-------- Listed entries
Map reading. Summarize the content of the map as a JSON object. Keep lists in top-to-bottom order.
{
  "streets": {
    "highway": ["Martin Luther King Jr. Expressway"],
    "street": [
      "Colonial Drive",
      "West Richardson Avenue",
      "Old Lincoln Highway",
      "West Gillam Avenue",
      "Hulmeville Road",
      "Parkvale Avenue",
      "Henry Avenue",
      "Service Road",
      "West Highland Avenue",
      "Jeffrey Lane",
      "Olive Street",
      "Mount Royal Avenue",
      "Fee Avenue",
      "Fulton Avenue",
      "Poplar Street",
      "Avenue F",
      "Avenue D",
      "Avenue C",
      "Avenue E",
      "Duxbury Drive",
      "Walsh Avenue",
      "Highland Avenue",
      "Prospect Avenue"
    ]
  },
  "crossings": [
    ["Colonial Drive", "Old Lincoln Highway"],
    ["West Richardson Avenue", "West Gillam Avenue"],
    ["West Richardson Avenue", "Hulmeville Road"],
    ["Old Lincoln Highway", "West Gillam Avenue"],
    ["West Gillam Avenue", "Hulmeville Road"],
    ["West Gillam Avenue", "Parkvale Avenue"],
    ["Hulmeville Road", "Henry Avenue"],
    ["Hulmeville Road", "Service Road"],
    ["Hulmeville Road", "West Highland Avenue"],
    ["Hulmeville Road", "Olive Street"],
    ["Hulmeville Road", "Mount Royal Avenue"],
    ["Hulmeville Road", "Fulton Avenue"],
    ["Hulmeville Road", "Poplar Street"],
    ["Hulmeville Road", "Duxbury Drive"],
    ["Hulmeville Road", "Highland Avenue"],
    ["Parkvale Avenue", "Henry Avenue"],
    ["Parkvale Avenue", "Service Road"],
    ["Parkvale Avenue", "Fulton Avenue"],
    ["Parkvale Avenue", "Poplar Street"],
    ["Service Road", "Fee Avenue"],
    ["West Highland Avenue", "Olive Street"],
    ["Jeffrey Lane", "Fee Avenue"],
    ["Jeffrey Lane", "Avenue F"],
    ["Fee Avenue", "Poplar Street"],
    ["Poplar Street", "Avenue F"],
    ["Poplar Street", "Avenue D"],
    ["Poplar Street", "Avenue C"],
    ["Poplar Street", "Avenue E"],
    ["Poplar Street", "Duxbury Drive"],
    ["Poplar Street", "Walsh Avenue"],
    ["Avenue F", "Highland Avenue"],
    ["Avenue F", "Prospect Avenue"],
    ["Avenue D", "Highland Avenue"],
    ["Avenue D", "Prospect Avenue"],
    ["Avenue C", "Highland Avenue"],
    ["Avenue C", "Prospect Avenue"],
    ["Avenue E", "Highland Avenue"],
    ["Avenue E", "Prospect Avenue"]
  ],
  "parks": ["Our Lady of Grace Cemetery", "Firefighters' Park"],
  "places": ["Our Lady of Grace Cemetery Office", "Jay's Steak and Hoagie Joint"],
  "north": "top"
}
----------------
-------- Listed entries
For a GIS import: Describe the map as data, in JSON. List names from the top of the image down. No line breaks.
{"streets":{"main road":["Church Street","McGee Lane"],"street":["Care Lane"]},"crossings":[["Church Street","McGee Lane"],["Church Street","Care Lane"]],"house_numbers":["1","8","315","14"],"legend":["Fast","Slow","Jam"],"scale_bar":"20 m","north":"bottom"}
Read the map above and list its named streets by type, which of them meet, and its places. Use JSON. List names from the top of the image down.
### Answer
----------------
-------- Listed entries
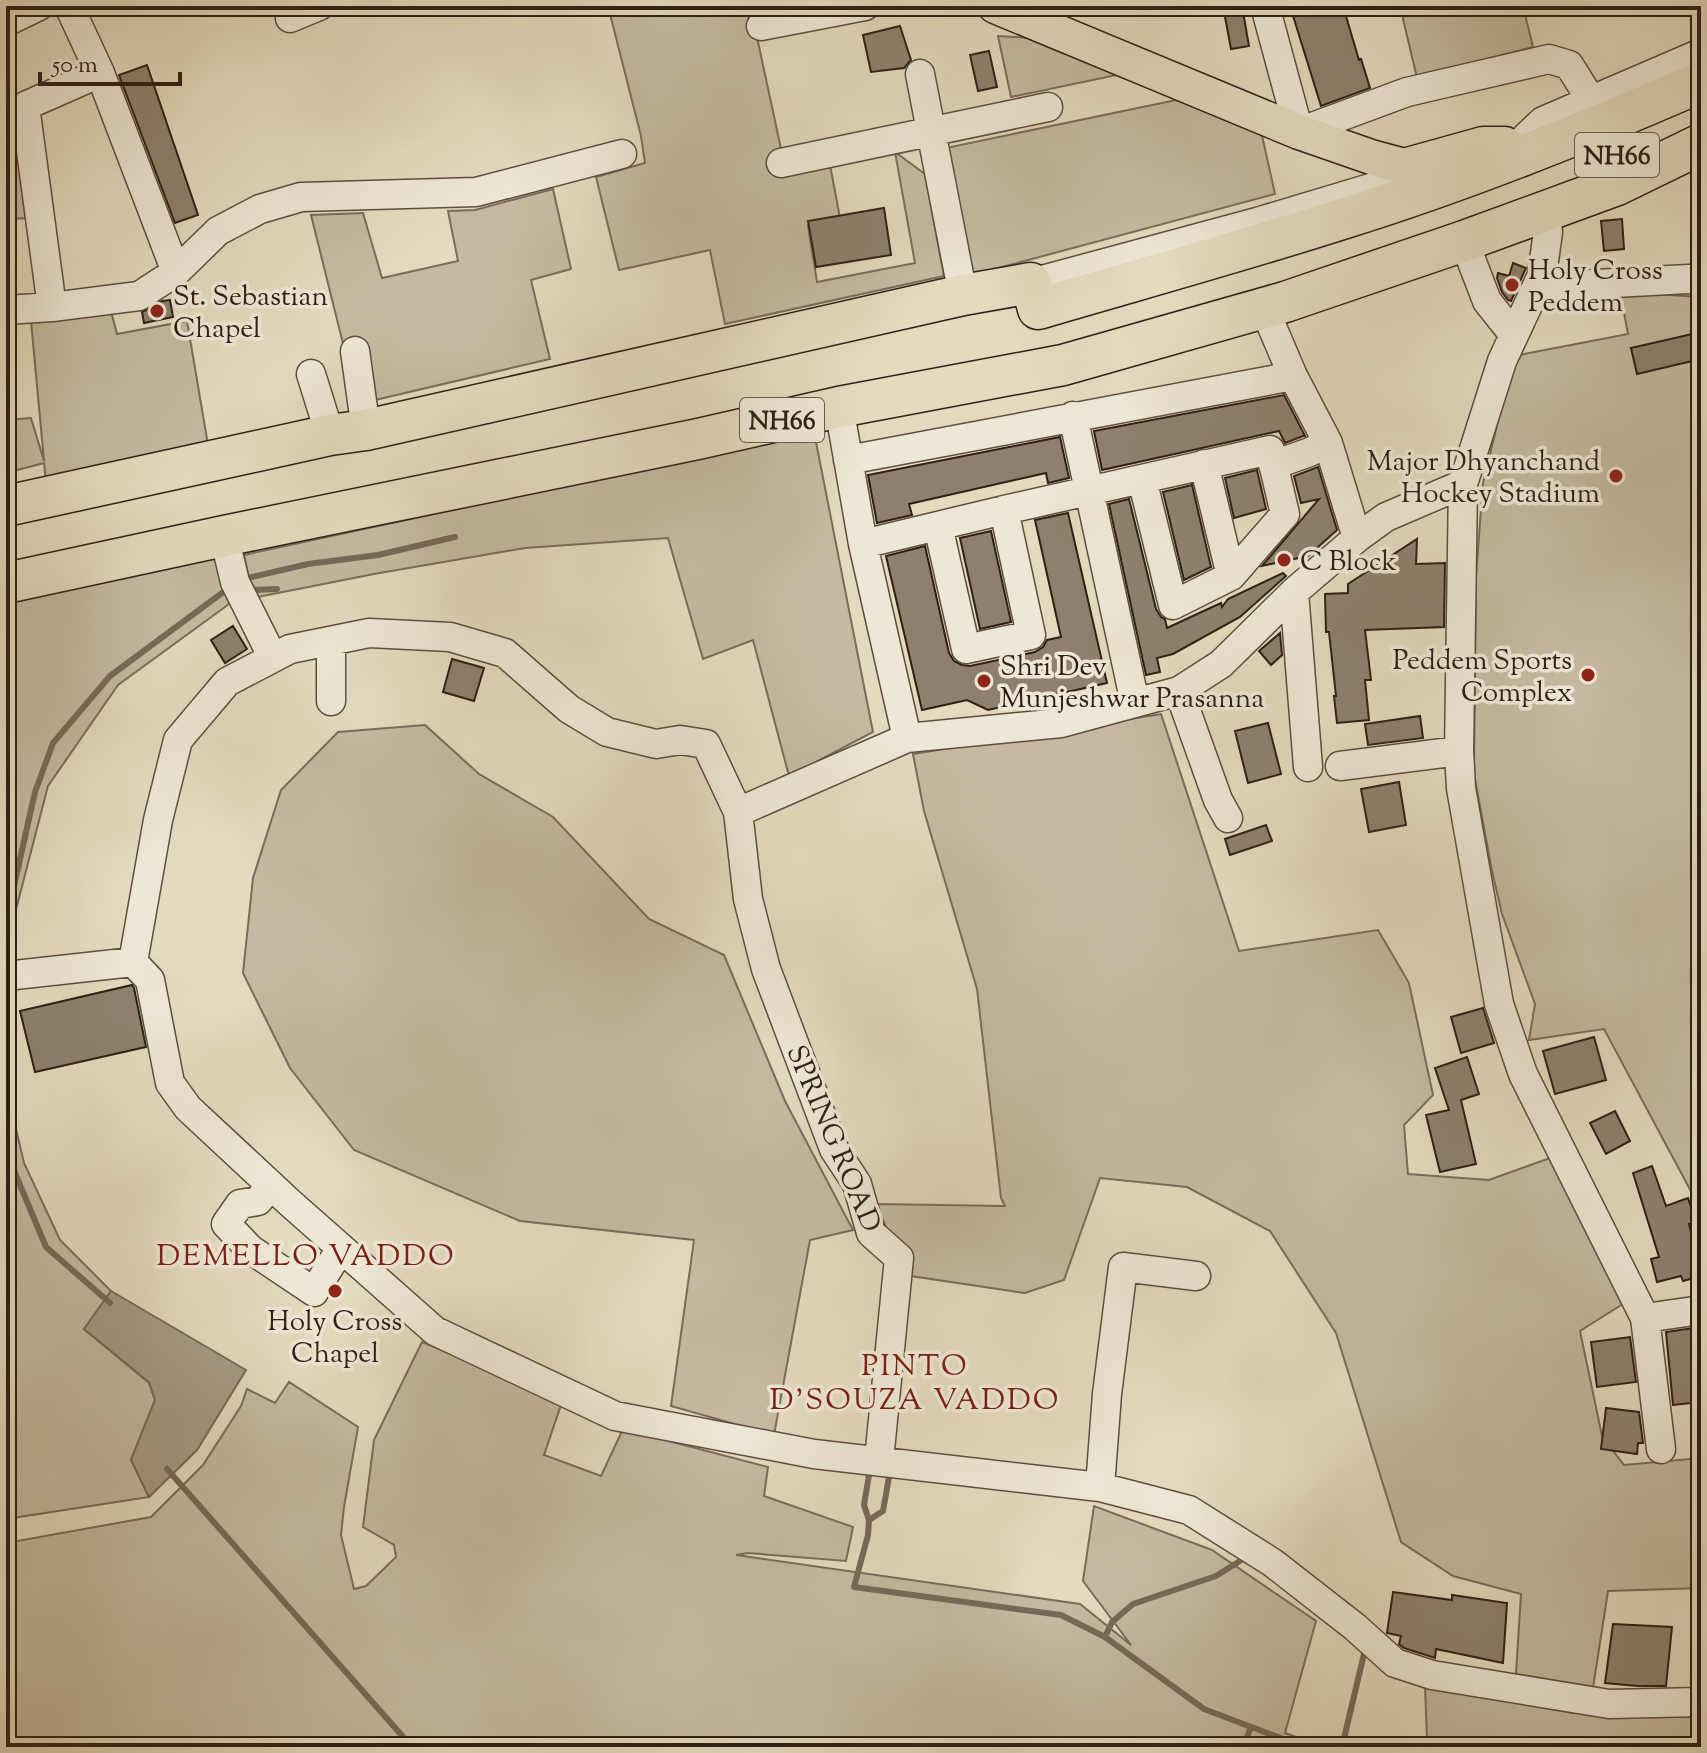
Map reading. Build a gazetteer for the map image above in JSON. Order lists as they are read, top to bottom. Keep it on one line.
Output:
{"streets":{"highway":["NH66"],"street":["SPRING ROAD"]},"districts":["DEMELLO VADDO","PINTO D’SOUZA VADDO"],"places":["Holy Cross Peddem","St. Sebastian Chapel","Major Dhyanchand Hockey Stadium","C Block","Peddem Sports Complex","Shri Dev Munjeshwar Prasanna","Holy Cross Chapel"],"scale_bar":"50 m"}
----------------
(Task objective):
Pull out every line of the entries that includes the word "above".

(Answer):
Read the map above and list its named streets by type, which of them meet, and its places. Use JSON. List names from the top of the image down.
Map reading. Build a gazetteer for the map image above in JSON. Order lists as they are read, top to bottom. Keep it on one line.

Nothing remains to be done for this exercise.